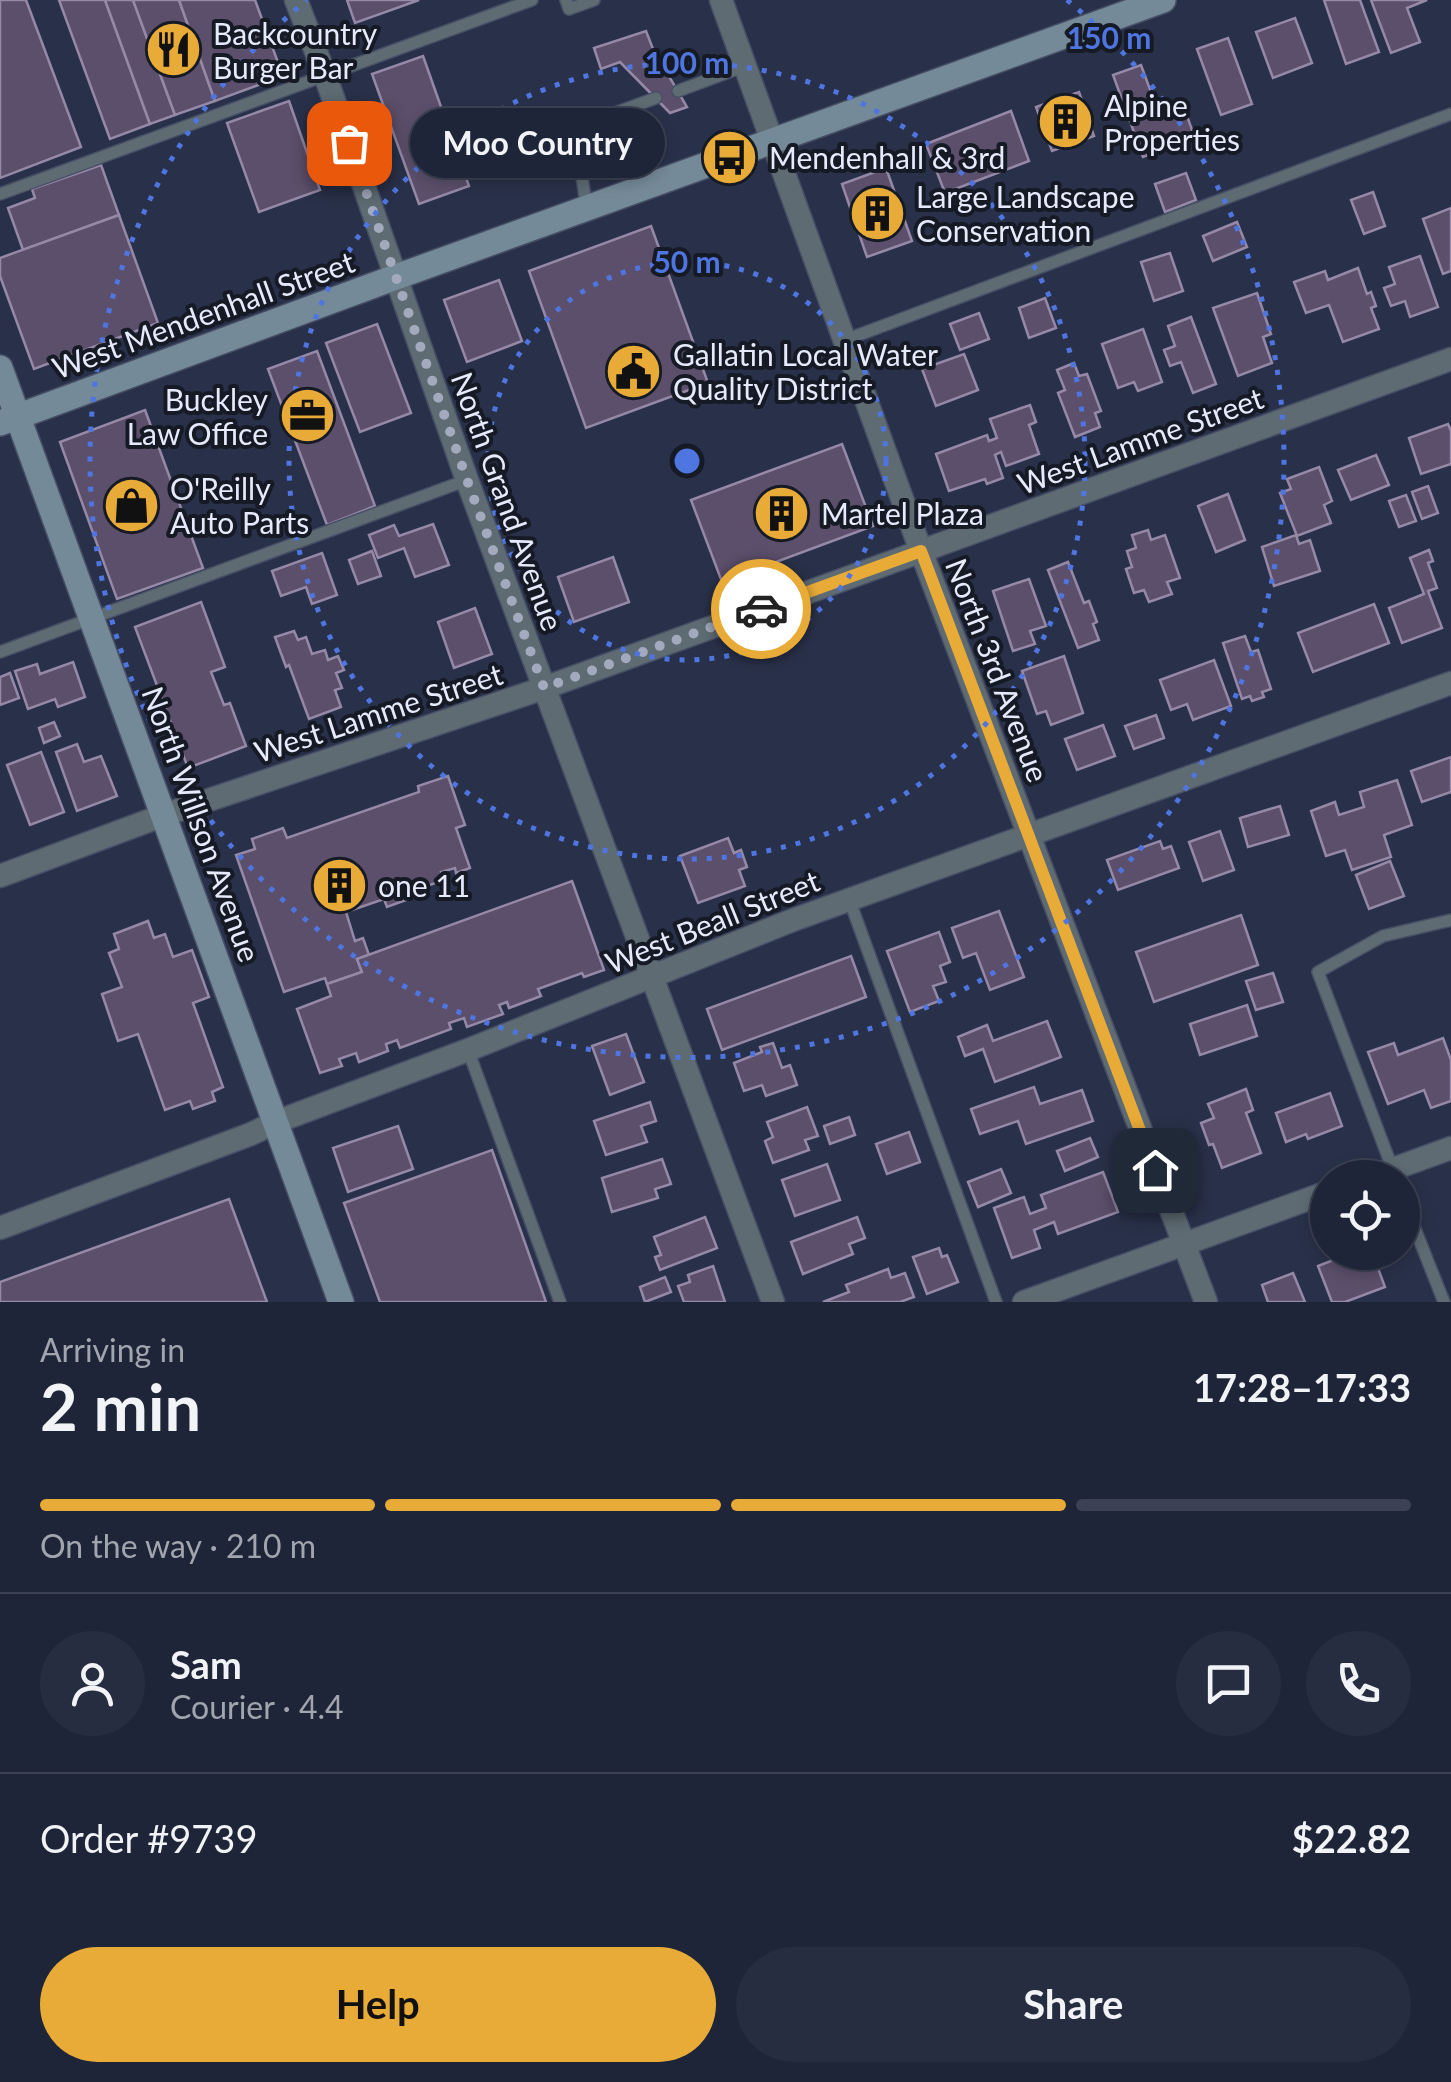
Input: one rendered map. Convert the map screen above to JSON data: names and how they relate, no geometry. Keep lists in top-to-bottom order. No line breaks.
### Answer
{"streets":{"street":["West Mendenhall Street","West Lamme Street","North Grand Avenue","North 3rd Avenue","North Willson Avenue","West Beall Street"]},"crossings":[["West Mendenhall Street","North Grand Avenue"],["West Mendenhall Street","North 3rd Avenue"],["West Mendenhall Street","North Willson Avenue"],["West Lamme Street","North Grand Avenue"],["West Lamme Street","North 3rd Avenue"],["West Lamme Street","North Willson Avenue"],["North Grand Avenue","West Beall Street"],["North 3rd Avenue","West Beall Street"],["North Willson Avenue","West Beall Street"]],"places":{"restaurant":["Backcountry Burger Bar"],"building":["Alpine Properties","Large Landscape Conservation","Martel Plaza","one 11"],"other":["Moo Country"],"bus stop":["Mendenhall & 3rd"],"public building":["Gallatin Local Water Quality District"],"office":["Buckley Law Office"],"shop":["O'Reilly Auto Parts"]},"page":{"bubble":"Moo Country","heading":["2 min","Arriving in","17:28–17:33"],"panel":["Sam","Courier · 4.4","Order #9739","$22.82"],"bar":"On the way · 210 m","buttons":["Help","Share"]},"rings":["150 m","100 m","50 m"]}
* * *
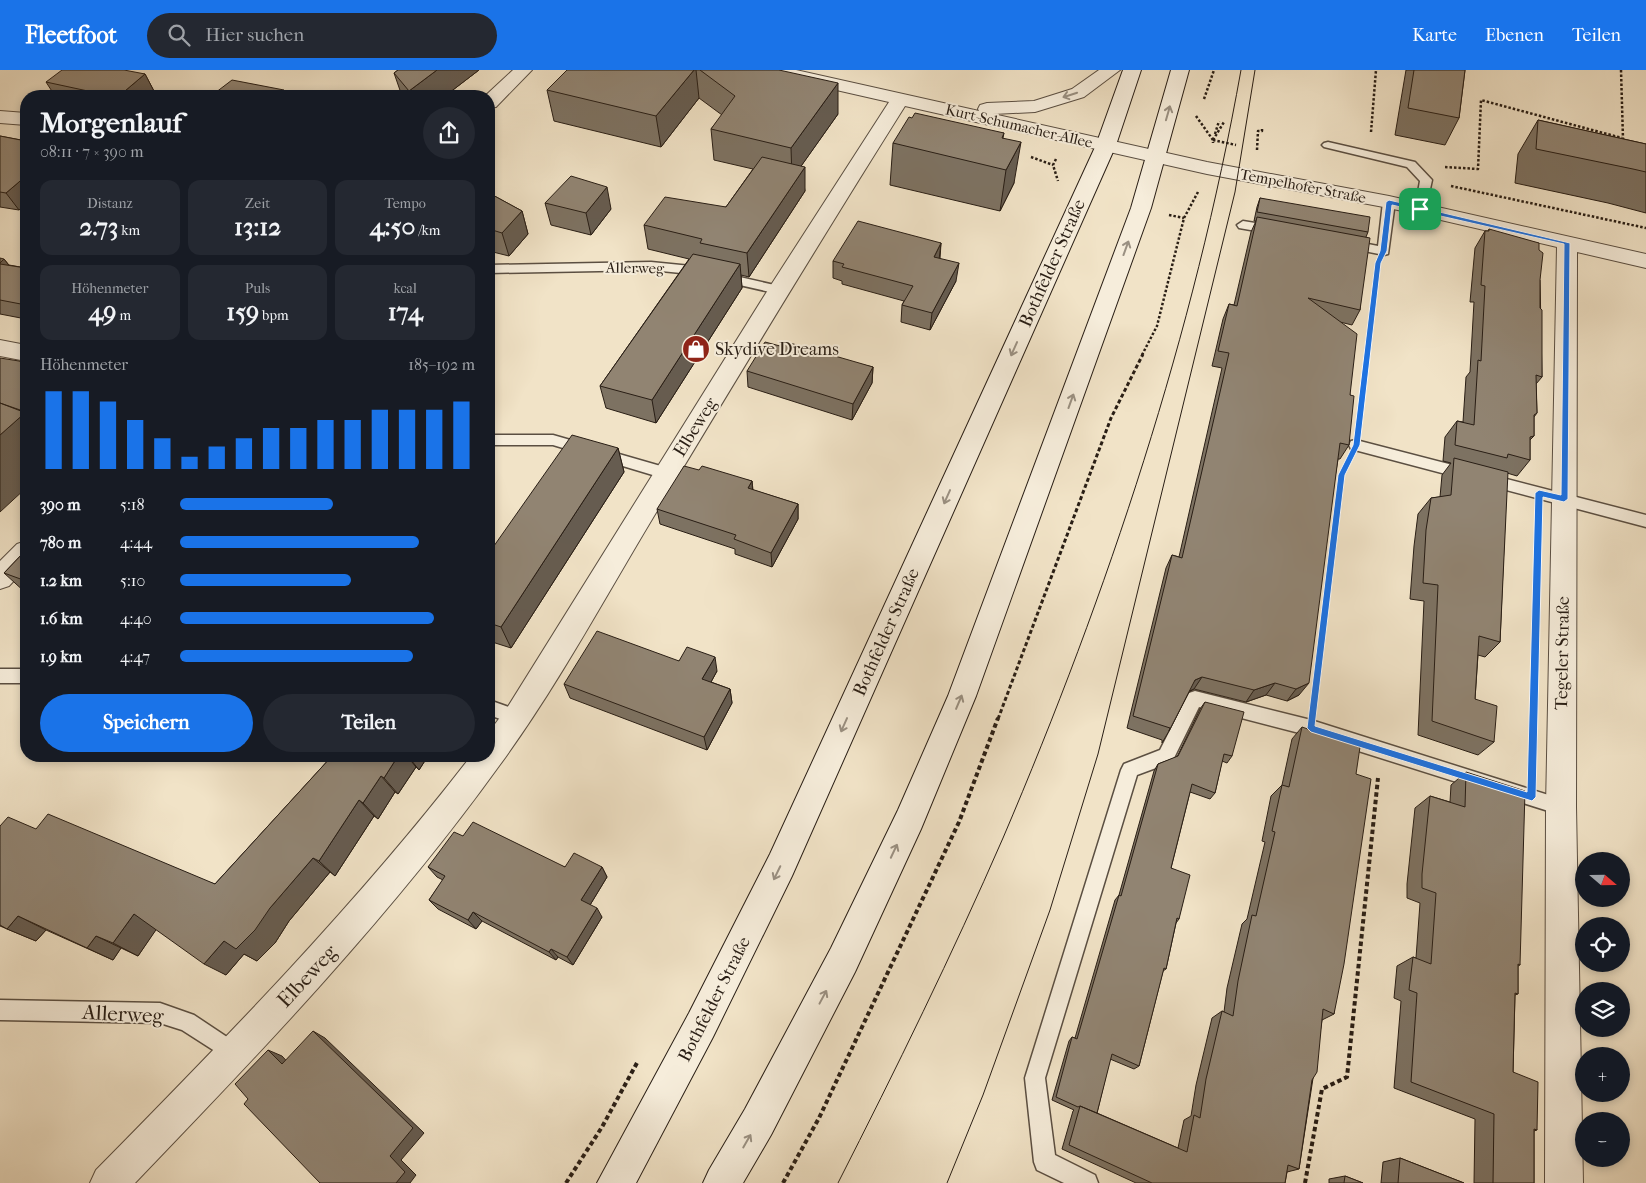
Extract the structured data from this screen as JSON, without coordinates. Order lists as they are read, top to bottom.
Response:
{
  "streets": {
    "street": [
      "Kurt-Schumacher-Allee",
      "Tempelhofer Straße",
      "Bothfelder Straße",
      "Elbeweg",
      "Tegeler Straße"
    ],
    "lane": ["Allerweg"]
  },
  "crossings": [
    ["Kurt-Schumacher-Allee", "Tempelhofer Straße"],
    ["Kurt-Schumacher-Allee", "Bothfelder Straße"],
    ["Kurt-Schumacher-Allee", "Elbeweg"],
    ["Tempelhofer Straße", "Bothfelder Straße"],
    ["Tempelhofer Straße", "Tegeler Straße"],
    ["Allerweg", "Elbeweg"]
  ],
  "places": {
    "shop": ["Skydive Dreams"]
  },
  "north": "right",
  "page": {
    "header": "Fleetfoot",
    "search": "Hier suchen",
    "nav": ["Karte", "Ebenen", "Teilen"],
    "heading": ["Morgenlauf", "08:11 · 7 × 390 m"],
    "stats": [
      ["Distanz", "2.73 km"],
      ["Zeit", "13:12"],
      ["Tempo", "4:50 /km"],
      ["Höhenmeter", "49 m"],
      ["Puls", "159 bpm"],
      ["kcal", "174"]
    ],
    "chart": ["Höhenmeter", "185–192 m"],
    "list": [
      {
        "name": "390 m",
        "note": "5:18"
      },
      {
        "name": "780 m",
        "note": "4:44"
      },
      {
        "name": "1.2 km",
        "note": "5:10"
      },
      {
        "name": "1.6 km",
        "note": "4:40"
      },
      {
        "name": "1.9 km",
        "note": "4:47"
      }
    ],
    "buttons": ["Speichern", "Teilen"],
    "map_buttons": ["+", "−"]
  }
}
* * *
◆ Problem statement:
Once you have counted every line in the listing that holds the string "screen", give that number and nothing else.

◆ Exercise answer:
2